Saint-Office, deuxième avis du Père Augustin Bea, (17/10/1952)

    De Wiki Maria Valtorta
    Second rapport du Père Augustin Bea, 17 octobre 1952

    Cet avis du Père Augustin Bea sj, est remis à la demande expresse du Saint-Office dans la suite de la pétition au Saint-Père qu'avait déposée, quelques mois auparavant, Mgr Alfonso Carinci et huit autres "personnalités illustres " dont le Père Bea lui-même. Cet avis se présente comme un "voto (vote)" alors que celui du Père Alberto Vaccari sj, se présentait comme un "parere (opinion)". Si ce dernier exprime l'opinion d'un expert, celui du Père Augustin Bea a un aspect plus formel en vue d'une décision officielle (in decisis) qu'il exprime en conclusion (p. 77) :

    1. "on ne peut pas publier l’œuvre telle quelle à cause des difficultés[1] théologiques et exégétiques qui ont été exposées."
    2. Corriger ces difficultés reviendrait à écrire une nouvelle œuvre.
    3. On pourrait publier les meilleurs morceaux "mais cette concession serait inopportune étant donnée la ferveur intempestive et imprudente de ceux qui sont pour cette œuvre".
    4. "Aux Révérends Pères Servites qui jusqu’ici se sont intéressés à l’œuvre[2], on devrait donner un grave avertissement avec interdiction d’être en faveur de l’œuvre, aussi bien publiquement qu’en privé".

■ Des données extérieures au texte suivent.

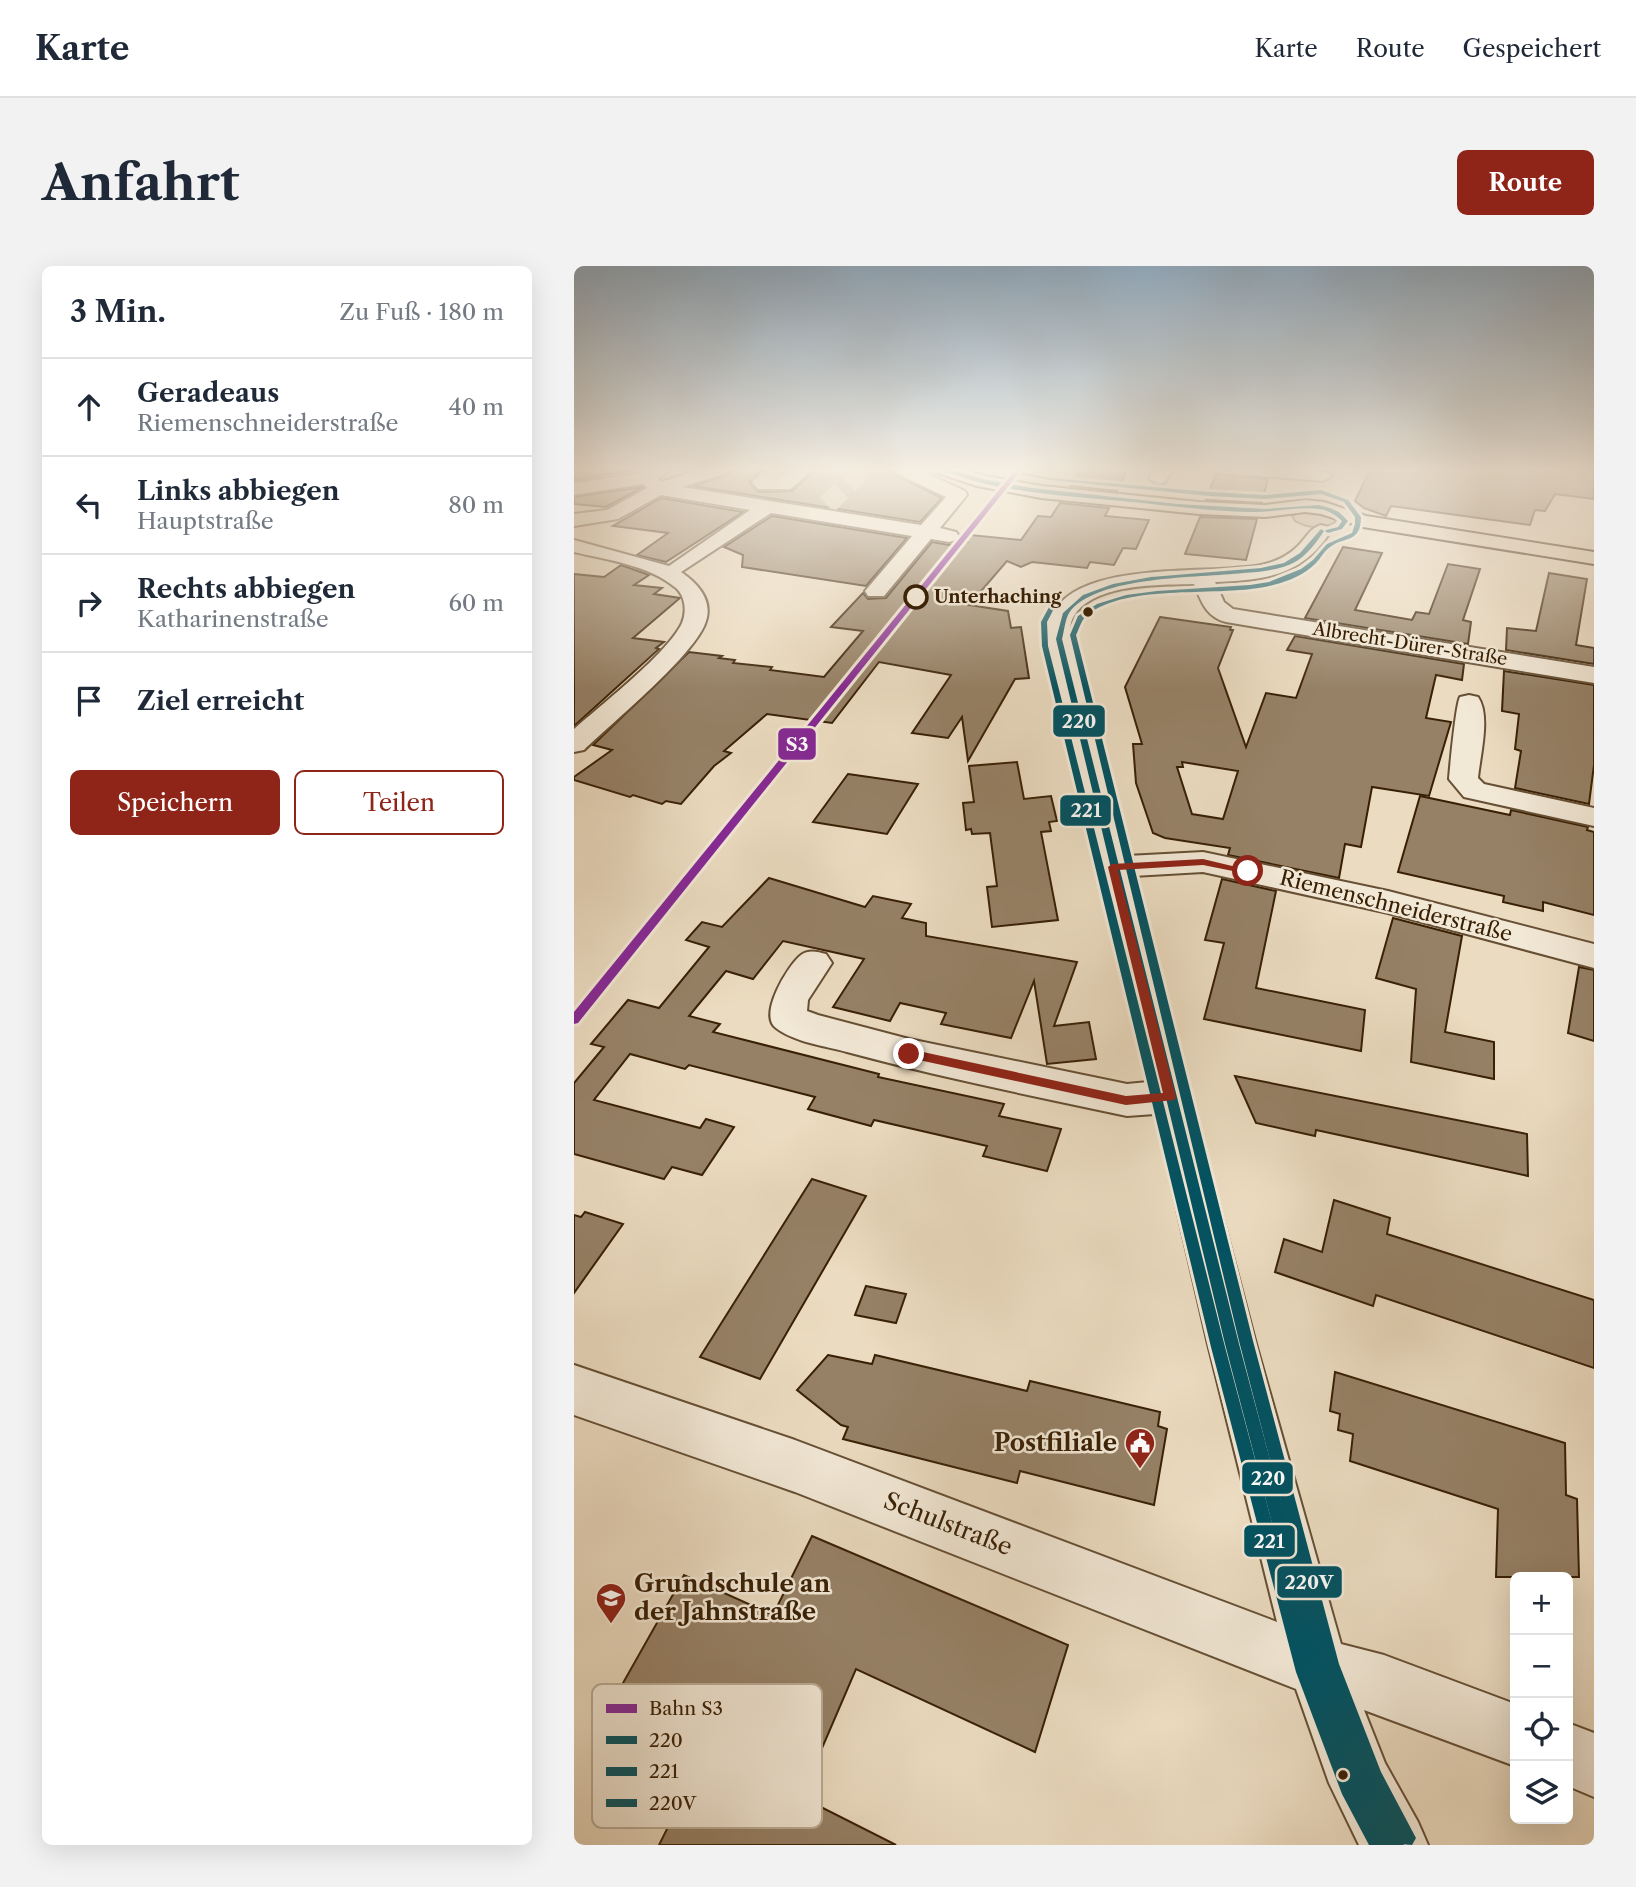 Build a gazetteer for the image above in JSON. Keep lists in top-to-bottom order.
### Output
{
  "streets": {
    "street": ["Albrecht-Dürer-Straße", "Riemenschneiderstraße", "Schulstraße"]
  },
  "places": {
    "other": ["Unterhaching"],
    "public building": ["Postfiliale"],
    "school or university": ["Grundschule an der Jahnstraße"]
  },
  "lines": [
    "rail line S3",
    "transit line 220",
    "transit line 220V",
    "transit line 221"
  ],
  "legend": [
    "Bahn S3",
    "220",
    "221",
    "220V"
  ],
  "page": {
    "header": "Karte",
    "nav": ["Karte", "Route", "Gespeichert"],
    "buttons": [
      "Route",
      ["Speichern", "Teilen"]
    ],
    "title": "Anfahrt",
    "heading": ["3 Min.", "Zu Fuß · 180 m"],
    "list": [
      ["Geradeaus", "Riemenschneiderstraße", "40 m"],
      ["Links abbiegen", "Hauptstraße", "80 m"],
      ["Rechts abbiegen", "Katharinenstraße", "60 m"],
      "Ziel erreicht"
    ],
    "map_buttons": ["+", "−"]
  }
} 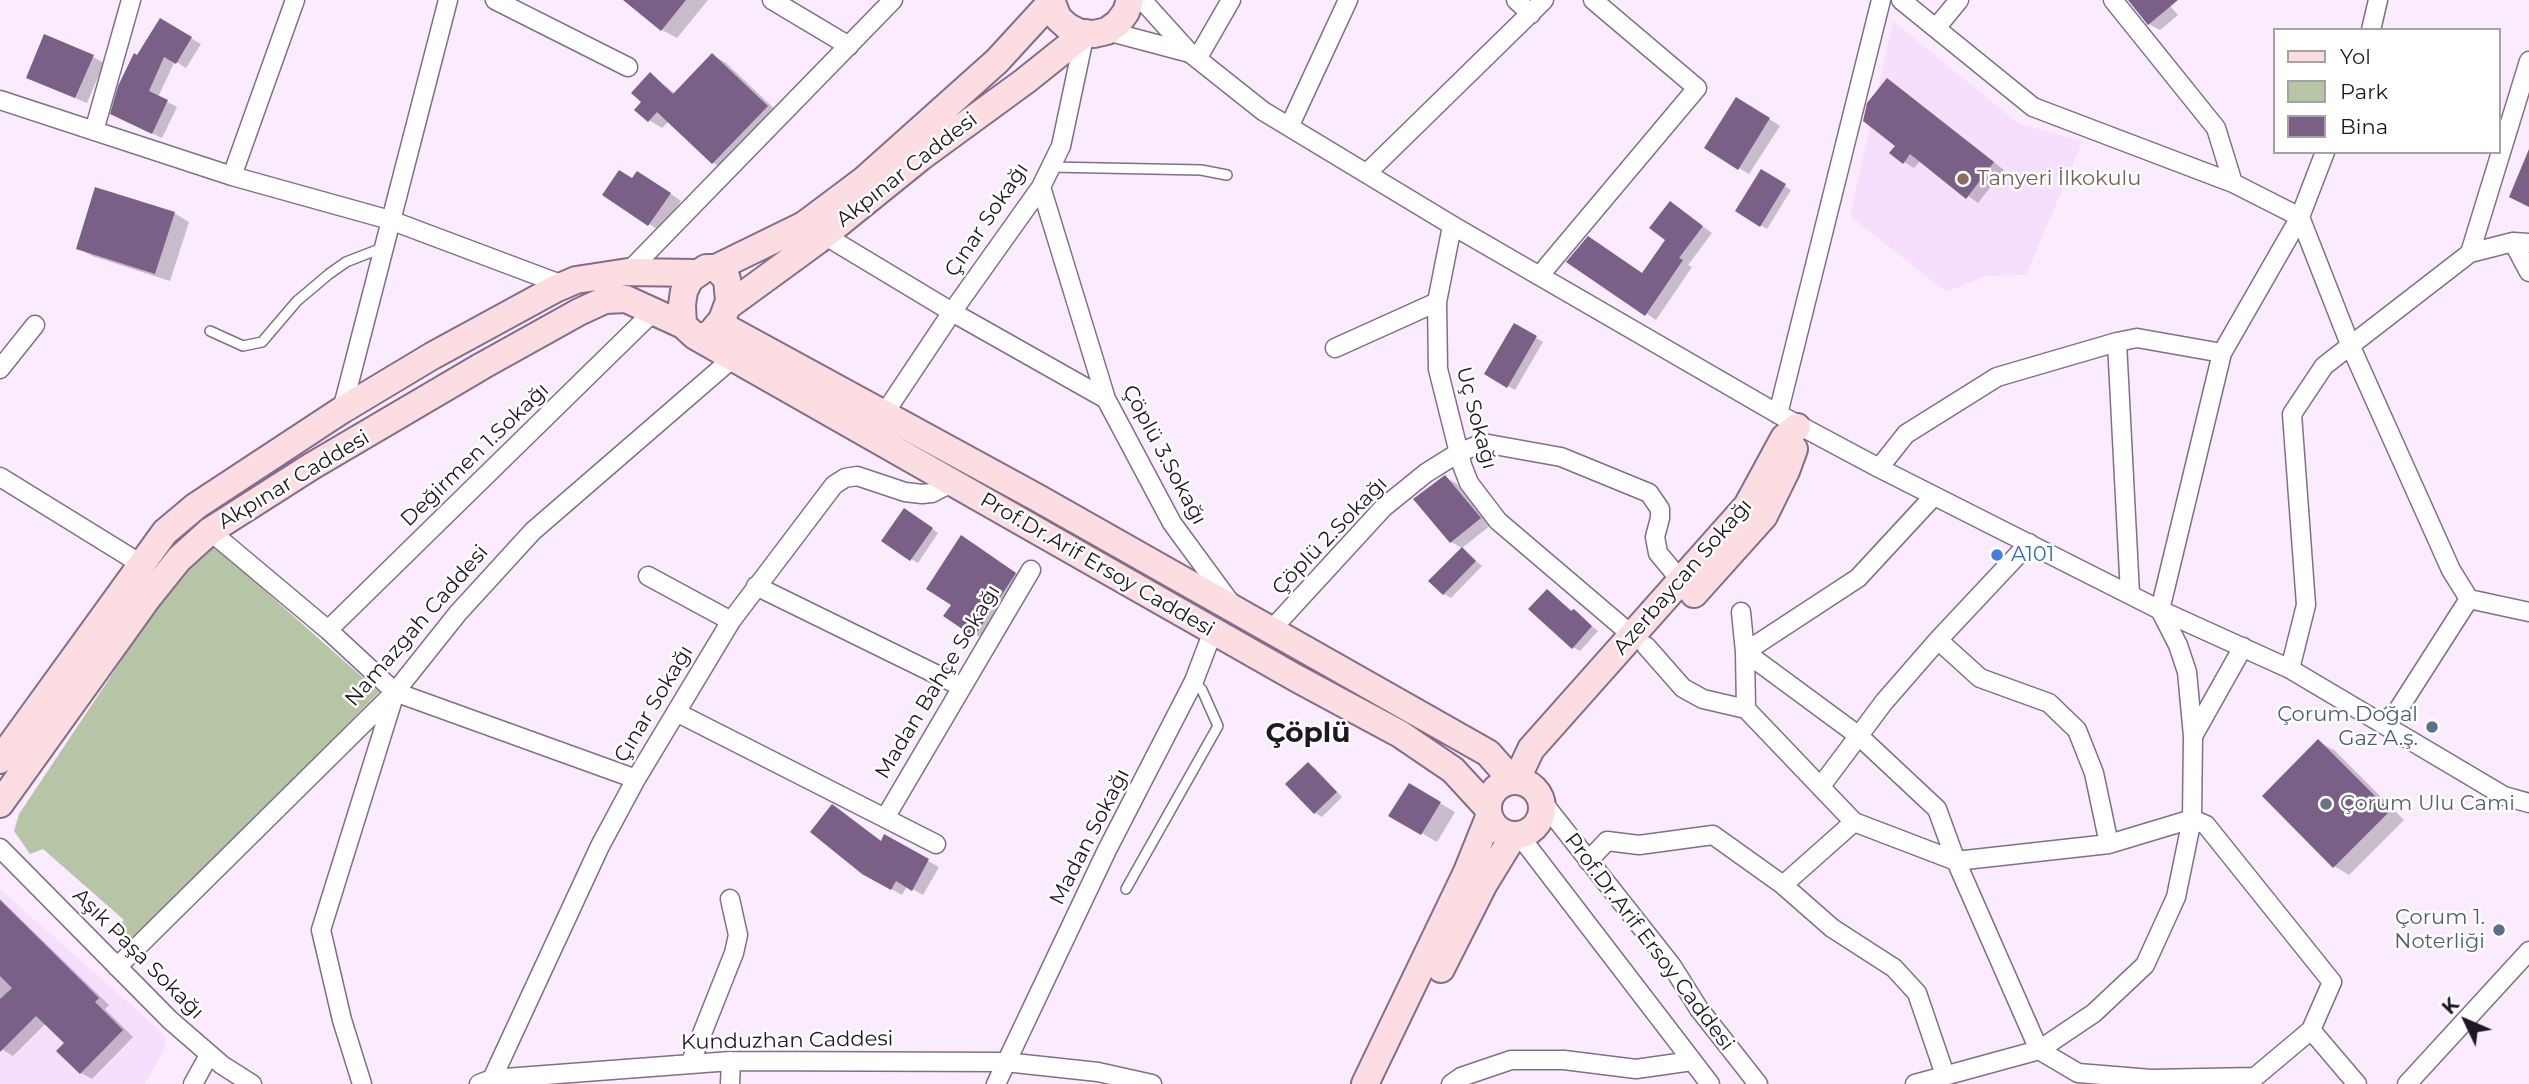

    Le Père Bea avait été frappé par les connaissances exégétiques dont Maria Valtorta faisait preuve. Il n'en faisait pas une œuvre inspirée, mais un bon livre de vulgarisation dont il recommandait la publication sans tous les descriptifs qu'il contenait[3]. Dans cette nouvelle étude, pris de trop de doutes, il tranche pour le délaissement intégral de l'œuvre.

    Éléments de contexte[modifier | modifier le wikicode]

    Ce document, par sa nature, son contenu, son destinataire et ses conclusions, prouve que la décision n'avait pas été prise auparavant. Ce qui invalide de ce fait:

    • La thèse selon laquelle la décision d'interdire aurait été prise antérieurement, le 17 février 1949 avec l'adhésion du Saint-Père.
    • La légitimité de l'entretien de Mgr Giovanni Pepe du 22 février 1949 demandant au Père Berti de ne pas publier l'œuvre en plus que de remettre les manuscrits.

    Cela explique aussi que l'article de l'Osservatore romano de 1960 commentant à la mise à l'Index se réfère imprécisément et de façon inaccoutumée à "des souvenirs d’il y a environ une dizaine d’années"[4]. C'est donc à tort que l'on traduit ce flou par "1949" puisqu'en 1952 l'œuvre est toujours en examen. Cela confirme que la décision du Saint-Office de 1959 ne se référait qu'à son propre avis non validé par le Saint-Père à l'époque, comme de droit[5].

    Traduction française[modifier | modifier le wikicode]

    La traduction française a été faite par Alexis Maillard dans son livre accessible en ligne : Maria Valtorta Le Dossier du Vatican. Nous reproduisons ici les extraits que nous commentons dans différents articles du wiki Maria Valtorta. Les renvois de pages s'y réfèrent.

    Sur la structure générale de l'œuvre de Maria Valtorta[modifier | modifier le wikicode]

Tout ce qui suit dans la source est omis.